### [Task details]
Would you please copy each line of the data in which the string "Argentina" occurs?

### [Material provided]
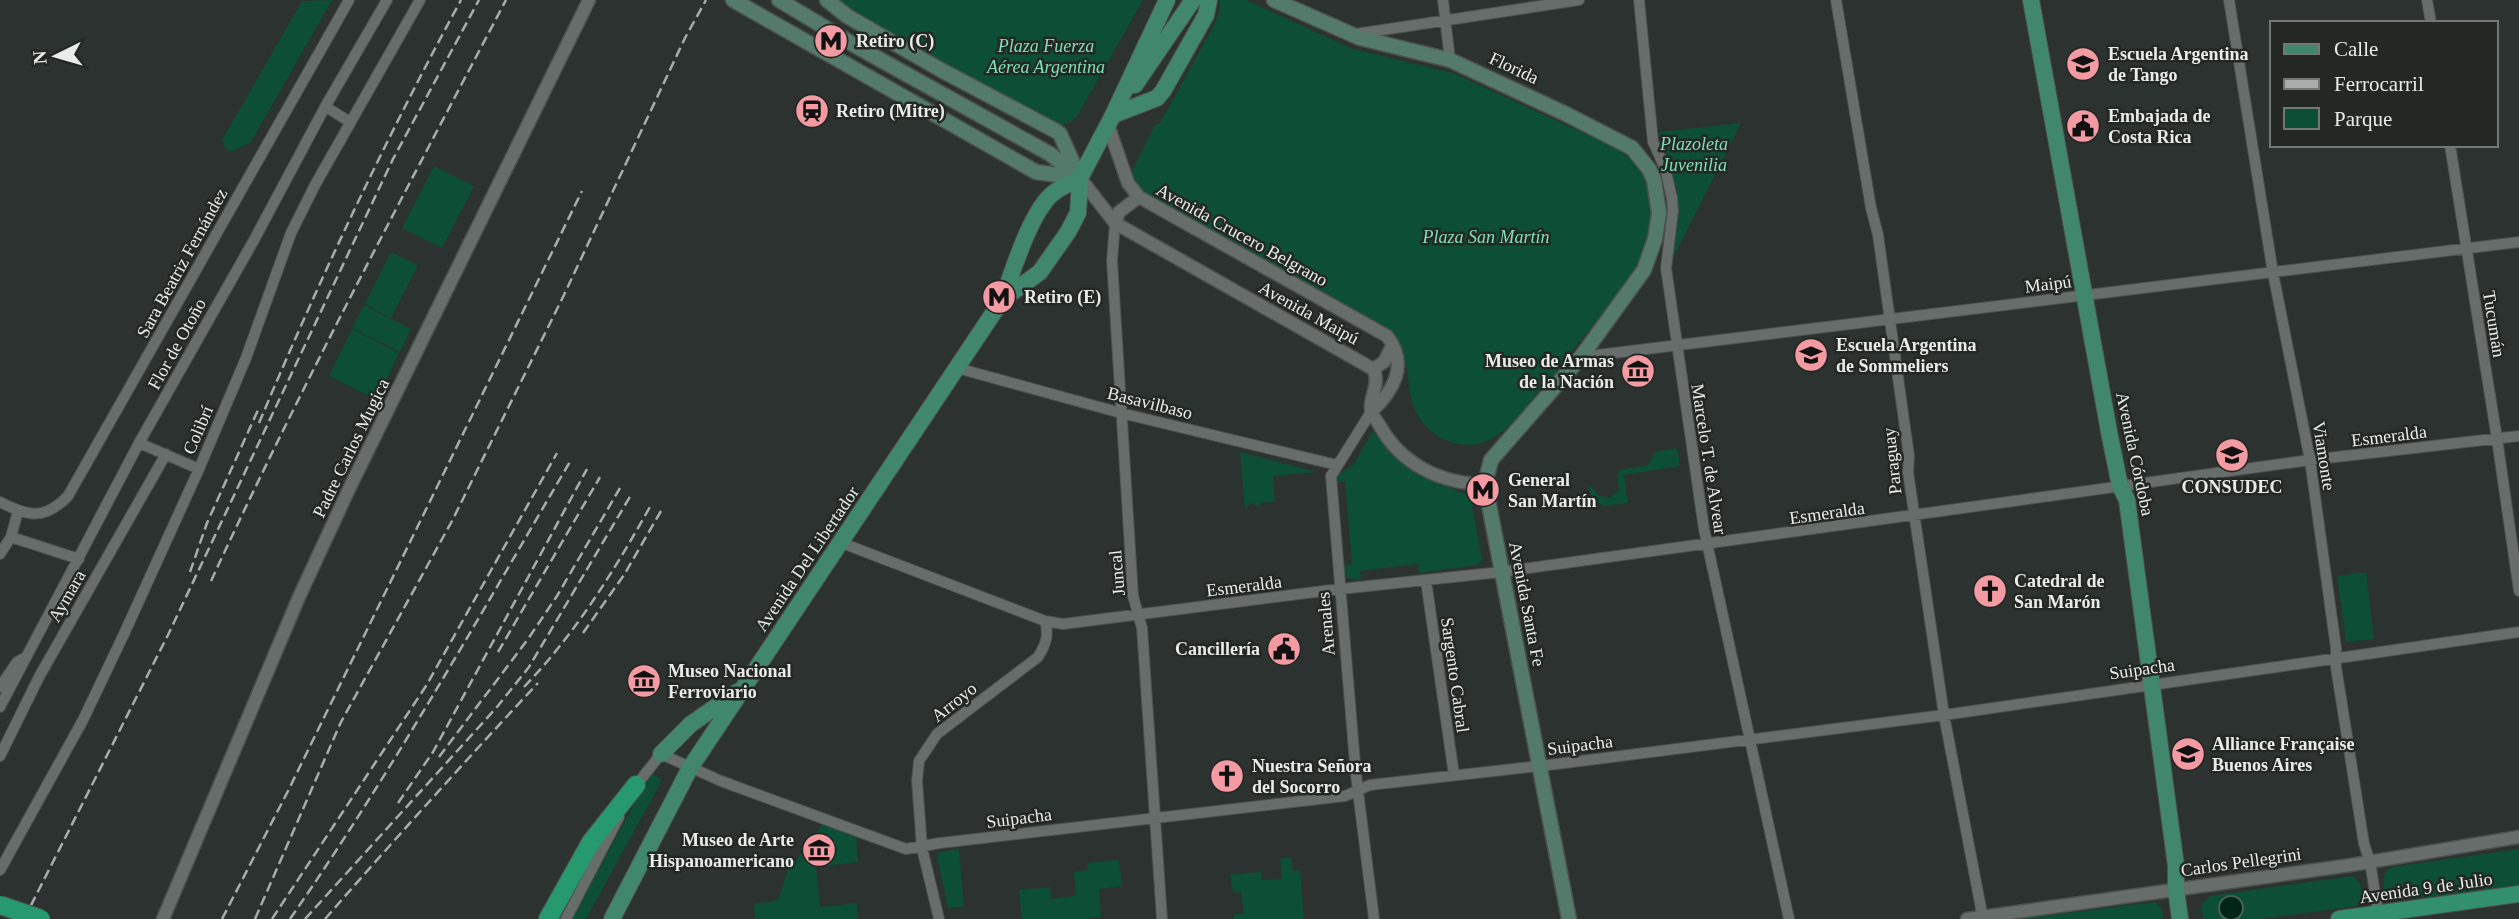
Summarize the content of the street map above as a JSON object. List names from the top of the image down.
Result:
{
  "streets": {
    "highway": ["Avenida 9 de Julio"],
    "main road": [
      "Florida",
      "Avenida Córdoba",
      "Avenida Del Libertador",
      "Avenida Santa Fe"
    ],
    "street": [
      "Avenida Crucero Belgrano",
      "Sara Beatriz Fernández",
      "Maipú",
      "Avenida Maipú",
      "Tucumán",
      "Flor de Otoño",
      "Basavilbaso",
      "Colibrí",
      "Esmeralda",
      "Padre Carlos Mugica",
      "Viamonte",
      "Marcelo T. de Alvear",
      "Paraguay",
      "Juncal",
      "Aymara",
      "Arenales",
      "Suipacha",
      "Sargento Cabral",
      "Arroyo",
      "Carlos Pellegrini"
    ]
  },
  "crossings": [
    ["Avenida Crucero Belgrano", "Avenida Del Libertador"],
    ["Avenida Crucero Belgrano", "Arenales"],
    ["Maipú", "Tucumán"],
    ["Maipú", "Avenida Córdoba"],
    ["Maipú", "Viamonte"],
    ["Maipú", "Marcelo T. de Alvear"],
    ["Maipú", "Paraguay"],
    ["Avenida Maipú", "Avenida Del Libertador"],
    ["Avenida Maipú", "Juncal"],
    ["Tucumán", "Esmeralda"],
    ["Basavilbaso", "Avenida Del Libertador"],
    ["Basavilbaso", "Juncal"],
    ["Basavilbaso", "Arenales"],
    ["Esmeralda", "Avenida Córdoba"],
    ["Esmeralda", "Viamonte"],
    ["Esmeralda", "Marcelo T. de Alvear"],
    ["Esmeralda", "Paraguay"],
    ["Esmeralda", "Juncal"],
    ["Esmeralda", "Avenida Santa Fe"],
    ["Esmeralda", "Arenales"],
    ["Esmeralda", "Sargento Cabral"],
    ["Avenida Córdoba", "Suipacha"],
    ["Avenida Córdoba", "Carlos Pellegrini"],
    ["Viamonte", "Suipacha"],
    ["Viamonte", "Carlos Pellegrini"],
    ["Viamonte", "Avenida 9 de Julio"],
    ["Marcelo T. de Alvear", "Suipacha"],
    ["Paraguay", "Suipacha"],
    ["Paraguay", "Carlos Pellegrini"],
    ["Avenida Del Libertador", "Suipacha"],
    ["Juncal", "Suipacha"],
    ["Avenida Santa Fe", "Suipacha"],
    ["Arenales", "Suipacha"],
    ["Suipacha", "Sargento Cabral"],
    ["Suipacha", "Arroyo"]
  ],
  "parks": ["Plaza Fuerza Aérea Argentina", "Plazoleta Juvenilia", "Plaza San Martín"],
  "places": {
    "metro station": ["Retiro (C)", "Retiro (E)", "General San Martín"],
    "school or university": [
      "Escuela Argentina de Tango",
      "Escuela Argentina de Sommeliers",
      "CONSUDEC",
      "Alliance Française Buenos Aires"
    ],
    "station": ["Retiro (Mitre)"],
    "public building": ["Embajada de Costa Rica", "Cancillería"],
    "museum": ["Museo de Armas de la Nación", "Museo Nacional Ferroviario", "Museo de Arte Hispanoamericano"],
    "church": ["Catedral de San Marón", "Nuestra Señora del Socorro"]
  },
  "legend": ["Calle", "Ferrocarril", "Parque"],
  "north": "left"
}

### [Your response]
  "parks": ["Plaza Fuerza Aérea Argentina", "Plazoleta Juvenilia", "Plaza San Martín"],
      "Escuela Argentina de Tango",
      "Escuela Argentina de Sommeliers",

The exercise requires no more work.